──────── Data for review ────────
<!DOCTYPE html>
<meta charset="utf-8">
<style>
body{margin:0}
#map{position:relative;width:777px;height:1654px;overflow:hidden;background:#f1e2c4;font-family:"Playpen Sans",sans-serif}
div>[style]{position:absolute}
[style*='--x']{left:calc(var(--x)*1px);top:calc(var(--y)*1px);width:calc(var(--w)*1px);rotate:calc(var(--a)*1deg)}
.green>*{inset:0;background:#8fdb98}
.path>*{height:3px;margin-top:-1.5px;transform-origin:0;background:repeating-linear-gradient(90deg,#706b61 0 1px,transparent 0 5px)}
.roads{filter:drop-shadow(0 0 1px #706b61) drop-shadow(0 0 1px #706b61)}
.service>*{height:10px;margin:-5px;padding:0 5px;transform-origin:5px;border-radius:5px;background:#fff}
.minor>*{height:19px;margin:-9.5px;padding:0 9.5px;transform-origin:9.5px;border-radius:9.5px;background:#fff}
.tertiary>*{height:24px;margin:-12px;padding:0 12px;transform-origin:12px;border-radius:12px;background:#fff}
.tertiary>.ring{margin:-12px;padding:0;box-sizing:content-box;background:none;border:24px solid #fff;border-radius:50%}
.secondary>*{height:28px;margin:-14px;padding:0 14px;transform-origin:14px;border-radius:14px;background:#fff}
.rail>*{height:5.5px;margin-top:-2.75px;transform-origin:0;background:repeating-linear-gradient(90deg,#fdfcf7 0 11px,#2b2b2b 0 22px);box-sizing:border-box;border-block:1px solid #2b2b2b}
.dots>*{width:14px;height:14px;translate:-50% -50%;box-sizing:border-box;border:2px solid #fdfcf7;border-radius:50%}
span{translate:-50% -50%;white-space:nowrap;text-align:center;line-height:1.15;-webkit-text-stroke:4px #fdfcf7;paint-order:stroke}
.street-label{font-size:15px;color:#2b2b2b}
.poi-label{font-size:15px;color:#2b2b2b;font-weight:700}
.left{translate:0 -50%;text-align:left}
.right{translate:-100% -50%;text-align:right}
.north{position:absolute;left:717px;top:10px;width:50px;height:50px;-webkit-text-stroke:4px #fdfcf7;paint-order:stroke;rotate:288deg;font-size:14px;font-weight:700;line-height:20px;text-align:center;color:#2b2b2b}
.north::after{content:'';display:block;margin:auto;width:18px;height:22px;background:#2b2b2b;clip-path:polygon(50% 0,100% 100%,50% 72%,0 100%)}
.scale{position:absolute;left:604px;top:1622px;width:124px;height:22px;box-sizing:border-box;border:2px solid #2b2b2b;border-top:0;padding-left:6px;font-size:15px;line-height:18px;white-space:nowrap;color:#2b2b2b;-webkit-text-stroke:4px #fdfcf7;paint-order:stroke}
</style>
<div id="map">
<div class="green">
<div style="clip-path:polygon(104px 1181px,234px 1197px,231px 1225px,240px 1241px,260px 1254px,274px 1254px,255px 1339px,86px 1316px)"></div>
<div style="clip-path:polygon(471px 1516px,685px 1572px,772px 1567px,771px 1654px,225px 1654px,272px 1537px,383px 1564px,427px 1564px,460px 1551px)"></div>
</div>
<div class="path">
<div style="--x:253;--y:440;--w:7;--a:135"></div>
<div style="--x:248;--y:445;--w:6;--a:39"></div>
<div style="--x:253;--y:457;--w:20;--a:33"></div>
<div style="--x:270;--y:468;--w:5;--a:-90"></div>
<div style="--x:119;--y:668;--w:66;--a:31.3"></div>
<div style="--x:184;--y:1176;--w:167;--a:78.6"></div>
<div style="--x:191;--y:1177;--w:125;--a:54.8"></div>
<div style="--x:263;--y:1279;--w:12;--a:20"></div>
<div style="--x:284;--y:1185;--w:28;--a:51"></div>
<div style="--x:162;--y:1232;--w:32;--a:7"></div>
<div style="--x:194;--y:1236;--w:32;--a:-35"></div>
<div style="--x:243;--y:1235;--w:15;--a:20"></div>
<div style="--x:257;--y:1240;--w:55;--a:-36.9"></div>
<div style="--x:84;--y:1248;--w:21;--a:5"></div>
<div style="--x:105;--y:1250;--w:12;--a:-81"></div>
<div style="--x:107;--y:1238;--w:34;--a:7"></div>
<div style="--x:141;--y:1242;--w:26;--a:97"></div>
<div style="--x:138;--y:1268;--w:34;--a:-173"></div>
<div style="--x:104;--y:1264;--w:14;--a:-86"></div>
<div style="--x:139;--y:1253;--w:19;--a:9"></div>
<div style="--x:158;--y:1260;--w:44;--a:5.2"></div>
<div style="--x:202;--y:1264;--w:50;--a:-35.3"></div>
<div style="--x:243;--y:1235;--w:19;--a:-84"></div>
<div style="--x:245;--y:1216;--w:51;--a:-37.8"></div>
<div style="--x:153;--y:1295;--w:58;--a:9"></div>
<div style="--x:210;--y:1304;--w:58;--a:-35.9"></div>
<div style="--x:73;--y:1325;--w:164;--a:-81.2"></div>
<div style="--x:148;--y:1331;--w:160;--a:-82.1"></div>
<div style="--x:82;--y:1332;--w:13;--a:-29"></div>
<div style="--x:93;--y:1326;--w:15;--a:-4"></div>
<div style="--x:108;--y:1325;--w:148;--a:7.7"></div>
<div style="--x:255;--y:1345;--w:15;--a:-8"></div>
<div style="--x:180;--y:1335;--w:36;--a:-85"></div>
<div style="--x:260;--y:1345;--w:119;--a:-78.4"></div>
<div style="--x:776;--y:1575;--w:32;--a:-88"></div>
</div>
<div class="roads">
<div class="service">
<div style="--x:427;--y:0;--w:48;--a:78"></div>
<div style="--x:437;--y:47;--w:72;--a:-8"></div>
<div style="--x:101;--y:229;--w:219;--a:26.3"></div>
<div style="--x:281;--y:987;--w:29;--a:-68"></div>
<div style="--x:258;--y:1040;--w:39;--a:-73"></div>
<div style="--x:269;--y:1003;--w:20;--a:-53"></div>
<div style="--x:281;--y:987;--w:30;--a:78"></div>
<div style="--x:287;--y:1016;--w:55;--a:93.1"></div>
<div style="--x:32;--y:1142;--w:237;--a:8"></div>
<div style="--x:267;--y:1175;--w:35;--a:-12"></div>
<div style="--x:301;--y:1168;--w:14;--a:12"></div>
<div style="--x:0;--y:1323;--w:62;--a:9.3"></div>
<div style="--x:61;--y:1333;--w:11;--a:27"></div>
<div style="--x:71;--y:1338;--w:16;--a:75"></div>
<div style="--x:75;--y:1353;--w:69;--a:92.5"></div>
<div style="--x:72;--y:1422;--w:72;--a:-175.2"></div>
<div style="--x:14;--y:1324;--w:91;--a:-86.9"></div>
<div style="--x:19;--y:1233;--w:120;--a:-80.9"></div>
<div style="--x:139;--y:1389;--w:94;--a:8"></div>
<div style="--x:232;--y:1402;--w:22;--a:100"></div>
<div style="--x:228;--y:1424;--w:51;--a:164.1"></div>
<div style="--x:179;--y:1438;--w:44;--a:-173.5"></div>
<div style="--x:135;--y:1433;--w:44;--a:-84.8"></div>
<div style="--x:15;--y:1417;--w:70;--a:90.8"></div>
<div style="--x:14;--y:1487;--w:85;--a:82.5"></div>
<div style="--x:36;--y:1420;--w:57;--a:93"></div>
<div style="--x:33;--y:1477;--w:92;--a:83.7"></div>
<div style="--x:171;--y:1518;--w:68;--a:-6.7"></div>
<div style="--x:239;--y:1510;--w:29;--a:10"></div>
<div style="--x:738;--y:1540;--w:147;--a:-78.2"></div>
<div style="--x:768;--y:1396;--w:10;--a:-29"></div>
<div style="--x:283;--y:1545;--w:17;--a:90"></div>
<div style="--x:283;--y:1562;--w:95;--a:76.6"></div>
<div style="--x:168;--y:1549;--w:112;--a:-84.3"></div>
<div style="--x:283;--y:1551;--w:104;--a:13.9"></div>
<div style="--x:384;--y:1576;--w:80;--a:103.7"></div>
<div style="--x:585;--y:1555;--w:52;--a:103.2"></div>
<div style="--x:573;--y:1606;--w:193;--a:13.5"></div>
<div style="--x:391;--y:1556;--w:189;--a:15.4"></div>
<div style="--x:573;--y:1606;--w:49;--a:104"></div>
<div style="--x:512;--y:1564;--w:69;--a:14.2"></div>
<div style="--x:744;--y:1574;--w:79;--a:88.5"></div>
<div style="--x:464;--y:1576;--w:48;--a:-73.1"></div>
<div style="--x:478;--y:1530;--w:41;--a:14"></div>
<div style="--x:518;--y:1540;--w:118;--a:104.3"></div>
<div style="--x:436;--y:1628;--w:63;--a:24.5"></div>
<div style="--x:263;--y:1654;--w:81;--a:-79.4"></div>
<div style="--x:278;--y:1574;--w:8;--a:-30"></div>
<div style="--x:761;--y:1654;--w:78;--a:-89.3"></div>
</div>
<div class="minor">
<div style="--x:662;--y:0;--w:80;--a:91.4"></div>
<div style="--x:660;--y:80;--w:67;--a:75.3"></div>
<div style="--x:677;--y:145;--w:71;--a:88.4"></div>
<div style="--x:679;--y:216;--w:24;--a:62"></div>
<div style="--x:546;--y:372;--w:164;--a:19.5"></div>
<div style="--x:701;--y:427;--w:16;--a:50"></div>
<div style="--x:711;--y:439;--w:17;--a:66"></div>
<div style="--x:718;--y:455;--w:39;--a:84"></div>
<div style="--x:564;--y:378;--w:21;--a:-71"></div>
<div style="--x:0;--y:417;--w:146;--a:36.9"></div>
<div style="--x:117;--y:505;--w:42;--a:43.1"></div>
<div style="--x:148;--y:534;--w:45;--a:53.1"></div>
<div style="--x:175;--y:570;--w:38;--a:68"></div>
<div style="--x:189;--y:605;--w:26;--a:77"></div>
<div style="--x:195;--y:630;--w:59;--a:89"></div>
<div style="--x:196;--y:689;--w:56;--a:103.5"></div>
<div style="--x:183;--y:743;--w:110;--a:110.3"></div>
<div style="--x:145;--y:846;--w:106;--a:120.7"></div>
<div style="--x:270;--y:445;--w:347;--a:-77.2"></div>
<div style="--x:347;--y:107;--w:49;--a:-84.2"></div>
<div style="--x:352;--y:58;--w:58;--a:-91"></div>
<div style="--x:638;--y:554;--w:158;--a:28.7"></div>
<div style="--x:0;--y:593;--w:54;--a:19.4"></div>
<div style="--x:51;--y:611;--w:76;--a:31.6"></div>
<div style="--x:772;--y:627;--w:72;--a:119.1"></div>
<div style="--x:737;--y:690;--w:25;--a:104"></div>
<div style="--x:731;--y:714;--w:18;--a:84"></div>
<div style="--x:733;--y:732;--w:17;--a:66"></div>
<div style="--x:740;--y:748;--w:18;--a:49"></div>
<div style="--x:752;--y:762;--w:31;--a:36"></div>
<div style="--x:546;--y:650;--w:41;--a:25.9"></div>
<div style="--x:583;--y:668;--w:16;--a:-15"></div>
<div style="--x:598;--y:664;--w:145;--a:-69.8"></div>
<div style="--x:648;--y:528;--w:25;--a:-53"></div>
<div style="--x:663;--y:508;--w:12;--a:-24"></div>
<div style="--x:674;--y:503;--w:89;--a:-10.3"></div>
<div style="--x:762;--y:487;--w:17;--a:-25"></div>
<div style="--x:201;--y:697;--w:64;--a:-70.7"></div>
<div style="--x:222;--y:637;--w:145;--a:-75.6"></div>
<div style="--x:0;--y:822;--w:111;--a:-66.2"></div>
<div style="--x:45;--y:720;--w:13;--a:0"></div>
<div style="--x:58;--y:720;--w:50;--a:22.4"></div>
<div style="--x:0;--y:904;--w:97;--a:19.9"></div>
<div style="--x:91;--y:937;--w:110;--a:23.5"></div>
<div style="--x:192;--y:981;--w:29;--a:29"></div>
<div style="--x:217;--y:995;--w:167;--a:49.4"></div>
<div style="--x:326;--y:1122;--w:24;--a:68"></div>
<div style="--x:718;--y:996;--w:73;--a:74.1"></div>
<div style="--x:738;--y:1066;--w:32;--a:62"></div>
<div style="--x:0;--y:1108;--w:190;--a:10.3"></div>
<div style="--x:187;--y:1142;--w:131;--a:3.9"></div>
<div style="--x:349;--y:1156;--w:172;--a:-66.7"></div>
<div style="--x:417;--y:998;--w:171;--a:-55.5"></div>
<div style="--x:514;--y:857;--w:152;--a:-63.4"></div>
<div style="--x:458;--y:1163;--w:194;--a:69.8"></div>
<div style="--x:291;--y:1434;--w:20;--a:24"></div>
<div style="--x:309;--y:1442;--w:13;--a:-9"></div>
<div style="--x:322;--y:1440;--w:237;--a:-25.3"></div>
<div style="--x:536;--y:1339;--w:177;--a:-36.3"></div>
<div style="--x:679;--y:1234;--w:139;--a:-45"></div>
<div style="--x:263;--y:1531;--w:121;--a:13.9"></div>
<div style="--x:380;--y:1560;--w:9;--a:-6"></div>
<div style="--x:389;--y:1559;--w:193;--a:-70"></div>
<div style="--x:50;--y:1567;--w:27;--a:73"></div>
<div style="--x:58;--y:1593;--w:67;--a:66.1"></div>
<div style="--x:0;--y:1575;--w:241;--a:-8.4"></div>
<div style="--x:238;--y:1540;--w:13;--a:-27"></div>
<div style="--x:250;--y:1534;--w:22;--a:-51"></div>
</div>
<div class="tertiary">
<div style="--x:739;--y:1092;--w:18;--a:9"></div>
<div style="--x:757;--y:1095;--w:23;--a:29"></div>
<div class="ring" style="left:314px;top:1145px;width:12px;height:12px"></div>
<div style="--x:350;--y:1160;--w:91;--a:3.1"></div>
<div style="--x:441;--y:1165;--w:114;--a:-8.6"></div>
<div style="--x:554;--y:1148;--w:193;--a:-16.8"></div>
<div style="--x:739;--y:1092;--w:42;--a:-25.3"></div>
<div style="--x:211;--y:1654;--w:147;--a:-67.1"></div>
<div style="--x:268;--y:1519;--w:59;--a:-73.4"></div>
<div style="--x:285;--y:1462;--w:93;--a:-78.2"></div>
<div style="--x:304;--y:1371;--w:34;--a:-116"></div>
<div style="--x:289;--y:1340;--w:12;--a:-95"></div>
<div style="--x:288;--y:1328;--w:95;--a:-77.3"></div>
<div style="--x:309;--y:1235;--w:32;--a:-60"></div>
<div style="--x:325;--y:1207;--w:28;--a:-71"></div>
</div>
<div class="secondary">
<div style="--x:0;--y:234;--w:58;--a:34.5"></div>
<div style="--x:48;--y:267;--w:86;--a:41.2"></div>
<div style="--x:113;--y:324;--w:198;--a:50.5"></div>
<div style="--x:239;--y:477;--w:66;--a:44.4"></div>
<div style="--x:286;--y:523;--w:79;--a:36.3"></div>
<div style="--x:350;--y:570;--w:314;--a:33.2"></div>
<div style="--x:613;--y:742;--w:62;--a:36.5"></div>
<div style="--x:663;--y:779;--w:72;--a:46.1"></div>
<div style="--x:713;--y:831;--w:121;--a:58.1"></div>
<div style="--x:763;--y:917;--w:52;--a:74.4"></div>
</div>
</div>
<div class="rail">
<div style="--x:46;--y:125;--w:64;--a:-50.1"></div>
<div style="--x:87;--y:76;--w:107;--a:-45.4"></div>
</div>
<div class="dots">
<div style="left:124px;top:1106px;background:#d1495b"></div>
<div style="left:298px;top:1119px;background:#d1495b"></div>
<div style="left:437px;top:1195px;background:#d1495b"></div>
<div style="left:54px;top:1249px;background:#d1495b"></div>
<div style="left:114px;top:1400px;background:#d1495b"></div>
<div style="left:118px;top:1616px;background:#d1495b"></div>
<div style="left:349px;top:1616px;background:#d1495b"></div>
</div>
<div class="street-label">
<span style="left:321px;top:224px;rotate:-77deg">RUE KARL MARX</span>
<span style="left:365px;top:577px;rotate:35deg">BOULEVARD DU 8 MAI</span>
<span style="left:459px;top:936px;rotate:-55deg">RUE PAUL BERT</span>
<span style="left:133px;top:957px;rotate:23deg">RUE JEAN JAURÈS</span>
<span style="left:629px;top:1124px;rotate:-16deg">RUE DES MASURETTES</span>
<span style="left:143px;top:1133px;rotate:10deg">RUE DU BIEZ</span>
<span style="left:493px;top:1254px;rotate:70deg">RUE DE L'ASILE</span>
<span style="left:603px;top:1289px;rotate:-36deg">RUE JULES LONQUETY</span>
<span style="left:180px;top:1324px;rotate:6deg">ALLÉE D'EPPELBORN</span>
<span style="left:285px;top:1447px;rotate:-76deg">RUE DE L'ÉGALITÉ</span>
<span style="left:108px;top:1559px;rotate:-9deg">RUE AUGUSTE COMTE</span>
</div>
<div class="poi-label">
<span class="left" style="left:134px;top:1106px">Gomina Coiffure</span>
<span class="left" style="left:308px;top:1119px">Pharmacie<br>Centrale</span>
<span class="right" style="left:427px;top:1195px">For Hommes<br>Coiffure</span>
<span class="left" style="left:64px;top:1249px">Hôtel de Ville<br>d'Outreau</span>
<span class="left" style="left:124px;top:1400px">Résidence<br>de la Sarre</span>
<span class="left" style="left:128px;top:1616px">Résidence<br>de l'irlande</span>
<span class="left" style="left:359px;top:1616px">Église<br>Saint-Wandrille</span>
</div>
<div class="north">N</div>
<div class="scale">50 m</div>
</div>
────────
──────── Data for review ────────
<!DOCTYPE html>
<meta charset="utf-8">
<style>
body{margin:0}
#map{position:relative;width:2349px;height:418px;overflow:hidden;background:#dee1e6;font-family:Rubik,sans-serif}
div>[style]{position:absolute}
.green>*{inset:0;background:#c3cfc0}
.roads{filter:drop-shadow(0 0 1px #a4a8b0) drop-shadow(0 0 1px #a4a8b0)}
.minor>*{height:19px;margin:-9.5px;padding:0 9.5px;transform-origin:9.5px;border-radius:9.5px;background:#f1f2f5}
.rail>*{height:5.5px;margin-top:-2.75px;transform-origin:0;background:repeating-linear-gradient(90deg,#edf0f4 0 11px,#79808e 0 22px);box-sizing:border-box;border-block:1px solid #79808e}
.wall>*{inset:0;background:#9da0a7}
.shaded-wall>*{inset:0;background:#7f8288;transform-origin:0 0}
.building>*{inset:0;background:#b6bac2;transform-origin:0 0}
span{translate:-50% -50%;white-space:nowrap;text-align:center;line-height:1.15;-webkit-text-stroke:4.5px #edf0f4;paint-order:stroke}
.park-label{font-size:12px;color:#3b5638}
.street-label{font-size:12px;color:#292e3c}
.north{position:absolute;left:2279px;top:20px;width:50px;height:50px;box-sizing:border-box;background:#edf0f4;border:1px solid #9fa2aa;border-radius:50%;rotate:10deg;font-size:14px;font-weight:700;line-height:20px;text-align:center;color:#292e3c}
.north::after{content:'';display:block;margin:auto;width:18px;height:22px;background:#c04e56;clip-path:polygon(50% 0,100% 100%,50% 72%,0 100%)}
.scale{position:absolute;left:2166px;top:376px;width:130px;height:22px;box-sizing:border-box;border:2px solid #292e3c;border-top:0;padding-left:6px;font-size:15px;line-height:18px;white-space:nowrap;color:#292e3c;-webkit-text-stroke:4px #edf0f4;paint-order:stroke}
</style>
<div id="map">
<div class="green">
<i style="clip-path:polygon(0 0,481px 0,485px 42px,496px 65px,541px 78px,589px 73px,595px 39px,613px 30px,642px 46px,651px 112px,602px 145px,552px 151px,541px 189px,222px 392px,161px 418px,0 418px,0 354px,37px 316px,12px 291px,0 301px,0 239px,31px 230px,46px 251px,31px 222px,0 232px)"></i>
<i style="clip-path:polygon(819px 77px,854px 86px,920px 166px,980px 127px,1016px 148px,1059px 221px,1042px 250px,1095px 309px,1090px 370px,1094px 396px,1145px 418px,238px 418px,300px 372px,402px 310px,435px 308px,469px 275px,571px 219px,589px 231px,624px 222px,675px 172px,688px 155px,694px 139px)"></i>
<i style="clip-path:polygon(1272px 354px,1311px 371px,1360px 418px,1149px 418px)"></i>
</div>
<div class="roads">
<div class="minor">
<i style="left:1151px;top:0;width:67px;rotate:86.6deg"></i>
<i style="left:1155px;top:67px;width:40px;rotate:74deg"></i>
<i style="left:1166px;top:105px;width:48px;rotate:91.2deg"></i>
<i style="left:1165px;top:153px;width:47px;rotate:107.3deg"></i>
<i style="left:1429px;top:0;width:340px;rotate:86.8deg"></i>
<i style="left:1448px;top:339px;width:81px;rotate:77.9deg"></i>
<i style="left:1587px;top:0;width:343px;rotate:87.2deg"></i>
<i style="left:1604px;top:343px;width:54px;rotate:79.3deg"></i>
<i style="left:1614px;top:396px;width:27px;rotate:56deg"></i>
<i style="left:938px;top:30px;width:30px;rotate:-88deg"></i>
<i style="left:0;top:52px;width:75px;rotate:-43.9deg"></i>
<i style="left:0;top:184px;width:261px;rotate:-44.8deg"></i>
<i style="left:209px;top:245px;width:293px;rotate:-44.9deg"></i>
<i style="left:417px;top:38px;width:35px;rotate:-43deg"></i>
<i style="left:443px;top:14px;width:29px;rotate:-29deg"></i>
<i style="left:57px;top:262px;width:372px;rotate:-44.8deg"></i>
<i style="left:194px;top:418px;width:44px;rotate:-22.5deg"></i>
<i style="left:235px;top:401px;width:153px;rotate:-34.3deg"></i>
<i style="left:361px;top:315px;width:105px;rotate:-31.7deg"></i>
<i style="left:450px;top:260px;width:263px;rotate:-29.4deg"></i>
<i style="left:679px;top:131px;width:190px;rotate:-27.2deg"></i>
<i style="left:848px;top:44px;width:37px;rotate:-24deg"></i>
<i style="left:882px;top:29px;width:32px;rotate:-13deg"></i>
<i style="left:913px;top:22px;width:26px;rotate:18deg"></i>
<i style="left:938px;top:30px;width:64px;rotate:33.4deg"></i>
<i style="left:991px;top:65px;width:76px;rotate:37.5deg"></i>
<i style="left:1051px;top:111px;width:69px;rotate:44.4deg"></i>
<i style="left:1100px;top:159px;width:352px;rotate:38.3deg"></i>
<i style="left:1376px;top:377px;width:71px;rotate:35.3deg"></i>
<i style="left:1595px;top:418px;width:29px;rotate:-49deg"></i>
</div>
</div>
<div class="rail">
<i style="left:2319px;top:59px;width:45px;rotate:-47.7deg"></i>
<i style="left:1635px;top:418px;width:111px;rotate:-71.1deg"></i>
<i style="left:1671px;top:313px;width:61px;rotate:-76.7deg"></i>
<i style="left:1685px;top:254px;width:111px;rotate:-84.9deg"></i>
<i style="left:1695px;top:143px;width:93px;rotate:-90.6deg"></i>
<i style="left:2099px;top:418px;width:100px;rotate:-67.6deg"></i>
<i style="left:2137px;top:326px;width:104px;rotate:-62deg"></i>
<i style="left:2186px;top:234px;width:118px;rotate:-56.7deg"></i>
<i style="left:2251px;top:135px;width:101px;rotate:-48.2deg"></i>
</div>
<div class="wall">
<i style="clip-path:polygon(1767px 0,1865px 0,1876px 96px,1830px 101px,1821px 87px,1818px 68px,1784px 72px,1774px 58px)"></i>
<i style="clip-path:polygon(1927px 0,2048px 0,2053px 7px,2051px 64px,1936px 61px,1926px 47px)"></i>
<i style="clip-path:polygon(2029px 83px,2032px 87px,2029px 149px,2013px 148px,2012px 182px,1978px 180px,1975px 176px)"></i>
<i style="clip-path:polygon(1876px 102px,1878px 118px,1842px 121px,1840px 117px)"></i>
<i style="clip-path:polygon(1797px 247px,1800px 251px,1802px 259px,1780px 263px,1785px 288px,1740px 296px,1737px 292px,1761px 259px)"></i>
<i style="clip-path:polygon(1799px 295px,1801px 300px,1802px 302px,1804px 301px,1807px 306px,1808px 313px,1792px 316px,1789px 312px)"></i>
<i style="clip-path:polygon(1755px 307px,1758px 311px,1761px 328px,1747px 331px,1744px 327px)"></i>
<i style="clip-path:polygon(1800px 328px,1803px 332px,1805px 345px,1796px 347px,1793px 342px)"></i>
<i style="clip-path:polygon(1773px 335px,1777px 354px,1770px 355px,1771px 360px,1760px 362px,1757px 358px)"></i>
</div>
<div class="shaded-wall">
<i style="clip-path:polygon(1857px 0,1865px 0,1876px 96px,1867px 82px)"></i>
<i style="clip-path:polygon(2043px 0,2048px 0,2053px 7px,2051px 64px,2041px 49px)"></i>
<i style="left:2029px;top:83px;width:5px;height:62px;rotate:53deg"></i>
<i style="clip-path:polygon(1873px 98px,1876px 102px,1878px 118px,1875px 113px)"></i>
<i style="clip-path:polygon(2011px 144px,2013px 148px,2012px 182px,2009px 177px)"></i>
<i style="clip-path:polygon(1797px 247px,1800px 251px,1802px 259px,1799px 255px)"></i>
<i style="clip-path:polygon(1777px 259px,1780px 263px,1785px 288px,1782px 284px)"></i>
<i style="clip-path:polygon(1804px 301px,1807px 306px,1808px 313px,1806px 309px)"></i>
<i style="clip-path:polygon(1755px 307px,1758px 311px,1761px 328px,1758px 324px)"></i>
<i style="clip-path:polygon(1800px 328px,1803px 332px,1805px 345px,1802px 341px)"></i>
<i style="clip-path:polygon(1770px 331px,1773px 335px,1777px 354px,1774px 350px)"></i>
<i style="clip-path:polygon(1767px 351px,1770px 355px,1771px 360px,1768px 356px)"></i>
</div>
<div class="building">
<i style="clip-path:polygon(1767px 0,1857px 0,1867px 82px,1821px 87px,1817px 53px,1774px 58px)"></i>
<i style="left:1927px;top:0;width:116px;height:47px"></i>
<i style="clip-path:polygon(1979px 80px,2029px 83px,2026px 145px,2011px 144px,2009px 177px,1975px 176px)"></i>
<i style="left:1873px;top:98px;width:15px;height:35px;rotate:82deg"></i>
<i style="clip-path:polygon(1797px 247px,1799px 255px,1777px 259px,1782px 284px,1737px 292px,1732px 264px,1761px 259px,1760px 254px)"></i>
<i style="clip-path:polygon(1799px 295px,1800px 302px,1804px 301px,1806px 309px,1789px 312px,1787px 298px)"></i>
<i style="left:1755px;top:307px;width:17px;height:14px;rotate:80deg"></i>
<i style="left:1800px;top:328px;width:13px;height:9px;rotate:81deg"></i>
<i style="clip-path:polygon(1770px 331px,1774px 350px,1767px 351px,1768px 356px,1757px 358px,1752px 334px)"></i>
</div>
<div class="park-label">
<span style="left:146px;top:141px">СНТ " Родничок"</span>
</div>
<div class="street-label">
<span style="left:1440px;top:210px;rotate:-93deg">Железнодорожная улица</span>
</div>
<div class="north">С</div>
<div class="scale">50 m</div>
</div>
────────
§ **What you need to do**
Look through the material above and pick out each line holding the word "drop".

§ **Finished exercise**
.roads{filter:drop-shadow(0 0 1px #706b61) drop-shadow(0 0 1px #706b61)}
.roads{filter:drop-shadow(0 0 1px #a4a8b0) drop-shadow(0 0 1px #a4a8b0)}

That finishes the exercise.